### REQUIRED WORK
Check every line of the data below for the word "Mobley". Copy the ones that have it.

[Dataset entries]
• • • • •

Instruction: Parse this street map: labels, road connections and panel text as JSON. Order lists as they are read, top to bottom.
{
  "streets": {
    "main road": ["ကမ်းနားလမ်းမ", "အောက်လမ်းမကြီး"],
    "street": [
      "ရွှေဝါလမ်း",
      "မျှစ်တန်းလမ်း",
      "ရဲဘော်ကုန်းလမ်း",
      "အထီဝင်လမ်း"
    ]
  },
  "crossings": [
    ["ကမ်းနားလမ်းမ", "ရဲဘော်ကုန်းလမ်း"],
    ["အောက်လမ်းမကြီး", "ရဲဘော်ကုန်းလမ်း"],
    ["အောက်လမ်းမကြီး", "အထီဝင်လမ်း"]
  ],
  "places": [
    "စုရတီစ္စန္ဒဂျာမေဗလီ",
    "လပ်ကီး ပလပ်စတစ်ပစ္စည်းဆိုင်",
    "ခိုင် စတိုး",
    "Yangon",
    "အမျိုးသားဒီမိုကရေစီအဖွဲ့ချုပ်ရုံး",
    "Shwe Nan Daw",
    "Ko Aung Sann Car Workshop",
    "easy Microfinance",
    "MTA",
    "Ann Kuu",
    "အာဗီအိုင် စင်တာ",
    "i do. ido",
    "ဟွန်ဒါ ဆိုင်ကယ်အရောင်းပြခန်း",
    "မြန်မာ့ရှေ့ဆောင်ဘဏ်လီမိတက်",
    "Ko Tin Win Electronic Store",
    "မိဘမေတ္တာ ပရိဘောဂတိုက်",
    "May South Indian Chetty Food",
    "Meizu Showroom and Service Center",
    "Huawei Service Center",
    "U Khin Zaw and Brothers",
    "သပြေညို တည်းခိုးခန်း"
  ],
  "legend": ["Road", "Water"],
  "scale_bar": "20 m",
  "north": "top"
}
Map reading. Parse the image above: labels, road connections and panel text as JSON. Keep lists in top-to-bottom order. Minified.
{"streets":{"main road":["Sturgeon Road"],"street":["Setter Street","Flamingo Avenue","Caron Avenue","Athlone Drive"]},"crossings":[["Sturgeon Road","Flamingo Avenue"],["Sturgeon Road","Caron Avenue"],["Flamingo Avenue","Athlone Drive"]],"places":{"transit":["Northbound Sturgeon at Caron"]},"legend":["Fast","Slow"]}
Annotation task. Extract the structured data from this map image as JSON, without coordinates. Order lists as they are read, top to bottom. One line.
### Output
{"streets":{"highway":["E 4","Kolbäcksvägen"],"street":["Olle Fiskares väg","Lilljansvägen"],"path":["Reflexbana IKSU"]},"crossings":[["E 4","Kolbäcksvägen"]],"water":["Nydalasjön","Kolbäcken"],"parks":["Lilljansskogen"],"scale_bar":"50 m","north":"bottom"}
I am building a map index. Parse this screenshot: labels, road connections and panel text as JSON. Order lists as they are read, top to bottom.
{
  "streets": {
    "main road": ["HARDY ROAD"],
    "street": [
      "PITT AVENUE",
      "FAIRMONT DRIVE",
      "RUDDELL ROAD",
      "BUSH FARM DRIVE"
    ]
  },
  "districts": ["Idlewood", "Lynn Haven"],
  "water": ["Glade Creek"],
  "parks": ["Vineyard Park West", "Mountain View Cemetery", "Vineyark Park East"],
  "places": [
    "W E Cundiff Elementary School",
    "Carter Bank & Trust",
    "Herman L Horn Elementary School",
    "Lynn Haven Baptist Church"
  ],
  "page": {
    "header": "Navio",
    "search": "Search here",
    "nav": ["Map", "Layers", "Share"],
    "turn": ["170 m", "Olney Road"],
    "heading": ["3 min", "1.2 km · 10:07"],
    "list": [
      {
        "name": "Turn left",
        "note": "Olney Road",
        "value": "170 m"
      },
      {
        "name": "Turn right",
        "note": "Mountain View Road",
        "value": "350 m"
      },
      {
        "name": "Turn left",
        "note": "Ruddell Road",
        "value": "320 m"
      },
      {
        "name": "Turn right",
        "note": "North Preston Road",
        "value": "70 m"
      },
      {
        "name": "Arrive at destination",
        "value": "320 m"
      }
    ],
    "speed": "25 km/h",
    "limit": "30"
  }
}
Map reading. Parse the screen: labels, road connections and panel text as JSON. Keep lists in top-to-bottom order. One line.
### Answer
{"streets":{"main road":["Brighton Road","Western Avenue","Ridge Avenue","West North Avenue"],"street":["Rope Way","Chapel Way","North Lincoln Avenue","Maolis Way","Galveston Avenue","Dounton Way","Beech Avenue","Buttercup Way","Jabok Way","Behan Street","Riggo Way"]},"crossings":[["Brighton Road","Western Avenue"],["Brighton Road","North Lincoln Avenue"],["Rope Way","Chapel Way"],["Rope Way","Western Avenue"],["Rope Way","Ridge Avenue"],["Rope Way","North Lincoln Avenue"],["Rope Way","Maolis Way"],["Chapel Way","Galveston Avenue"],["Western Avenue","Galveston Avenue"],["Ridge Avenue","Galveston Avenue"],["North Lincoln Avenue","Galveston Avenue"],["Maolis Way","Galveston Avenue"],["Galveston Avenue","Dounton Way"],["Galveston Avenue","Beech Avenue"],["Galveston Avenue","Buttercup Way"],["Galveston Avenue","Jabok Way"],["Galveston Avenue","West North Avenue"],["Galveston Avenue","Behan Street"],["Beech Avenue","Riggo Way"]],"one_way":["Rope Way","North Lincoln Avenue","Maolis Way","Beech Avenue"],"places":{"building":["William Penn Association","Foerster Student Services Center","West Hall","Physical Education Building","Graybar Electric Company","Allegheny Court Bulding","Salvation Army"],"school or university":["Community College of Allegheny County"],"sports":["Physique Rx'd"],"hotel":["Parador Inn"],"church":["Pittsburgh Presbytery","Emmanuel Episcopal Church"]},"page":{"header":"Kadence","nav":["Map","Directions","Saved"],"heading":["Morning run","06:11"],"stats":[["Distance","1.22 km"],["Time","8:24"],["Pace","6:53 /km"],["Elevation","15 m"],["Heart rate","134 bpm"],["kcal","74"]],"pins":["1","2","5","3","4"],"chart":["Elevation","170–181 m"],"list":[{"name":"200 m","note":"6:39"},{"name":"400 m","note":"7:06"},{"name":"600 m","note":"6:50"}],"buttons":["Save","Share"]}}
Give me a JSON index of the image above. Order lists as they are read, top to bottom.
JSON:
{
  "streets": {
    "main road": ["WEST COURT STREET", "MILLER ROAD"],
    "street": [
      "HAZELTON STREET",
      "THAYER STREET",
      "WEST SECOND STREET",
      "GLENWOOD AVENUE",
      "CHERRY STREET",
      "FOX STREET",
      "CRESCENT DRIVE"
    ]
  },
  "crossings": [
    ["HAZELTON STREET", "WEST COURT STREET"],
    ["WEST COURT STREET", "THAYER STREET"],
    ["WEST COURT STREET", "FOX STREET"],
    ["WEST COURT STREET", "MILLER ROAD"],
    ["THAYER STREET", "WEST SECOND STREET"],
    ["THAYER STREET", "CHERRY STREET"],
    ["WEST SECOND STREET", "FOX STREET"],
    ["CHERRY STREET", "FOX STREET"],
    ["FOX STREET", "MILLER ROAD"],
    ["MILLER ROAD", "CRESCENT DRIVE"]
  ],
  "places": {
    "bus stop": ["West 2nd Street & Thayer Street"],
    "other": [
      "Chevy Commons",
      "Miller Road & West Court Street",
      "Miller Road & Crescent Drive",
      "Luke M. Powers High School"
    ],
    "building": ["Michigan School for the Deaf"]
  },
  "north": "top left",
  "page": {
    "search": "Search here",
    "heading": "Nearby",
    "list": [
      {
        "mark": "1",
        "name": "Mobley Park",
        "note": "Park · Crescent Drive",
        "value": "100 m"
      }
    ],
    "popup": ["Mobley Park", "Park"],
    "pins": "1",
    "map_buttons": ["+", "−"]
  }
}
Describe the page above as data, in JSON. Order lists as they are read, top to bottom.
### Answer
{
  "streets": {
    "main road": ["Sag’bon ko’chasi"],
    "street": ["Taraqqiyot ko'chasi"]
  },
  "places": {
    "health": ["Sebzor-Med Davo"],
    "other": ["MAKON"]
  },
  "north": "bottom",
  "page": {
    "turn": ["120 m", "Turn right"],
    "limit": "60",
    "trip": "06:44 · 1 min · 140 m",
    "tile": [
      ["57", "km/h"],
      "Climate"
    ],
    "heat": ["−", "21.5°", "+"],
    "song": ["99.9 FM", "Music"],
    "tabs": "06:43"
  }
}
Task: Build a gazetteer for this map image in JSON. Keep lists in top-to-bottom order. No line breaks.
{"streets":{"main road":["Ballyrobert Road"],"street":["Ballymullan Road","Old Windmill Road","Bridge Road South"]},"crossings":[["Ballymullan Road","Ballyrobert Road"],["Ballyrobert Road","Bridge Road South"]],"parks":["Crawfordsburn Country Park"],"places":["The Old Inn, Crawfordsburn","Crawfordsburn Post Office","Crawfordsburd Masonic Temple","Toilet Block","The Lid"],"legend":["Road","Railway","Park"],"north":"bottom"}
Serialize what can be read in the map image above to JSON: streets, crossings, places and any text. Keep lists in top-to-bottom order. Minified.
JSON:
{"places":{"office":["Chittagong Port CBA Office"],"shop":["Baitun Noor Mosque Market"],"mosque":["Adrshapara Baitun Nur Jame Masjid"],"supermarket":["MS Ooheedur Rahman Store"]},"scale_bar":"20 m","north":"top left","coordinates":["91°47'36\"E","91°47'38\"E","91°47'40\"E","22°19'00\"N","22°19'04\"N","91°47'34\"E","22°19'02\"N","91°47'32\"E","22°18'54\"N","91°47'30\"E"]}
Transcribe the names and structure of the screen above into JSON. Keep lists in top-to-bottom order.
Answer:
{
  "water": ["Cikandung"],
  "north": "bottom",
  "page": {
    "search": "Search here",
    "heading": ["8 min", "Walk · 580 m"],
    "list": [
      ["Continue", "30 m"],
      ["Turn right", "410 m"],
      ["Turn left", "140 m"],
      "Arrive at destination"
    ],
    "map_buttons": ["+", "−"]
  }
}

• • • • •

### EXERCISE RESULT
        "name": "Mobley Park",
    "popup": ["Mobley Park", "Park"],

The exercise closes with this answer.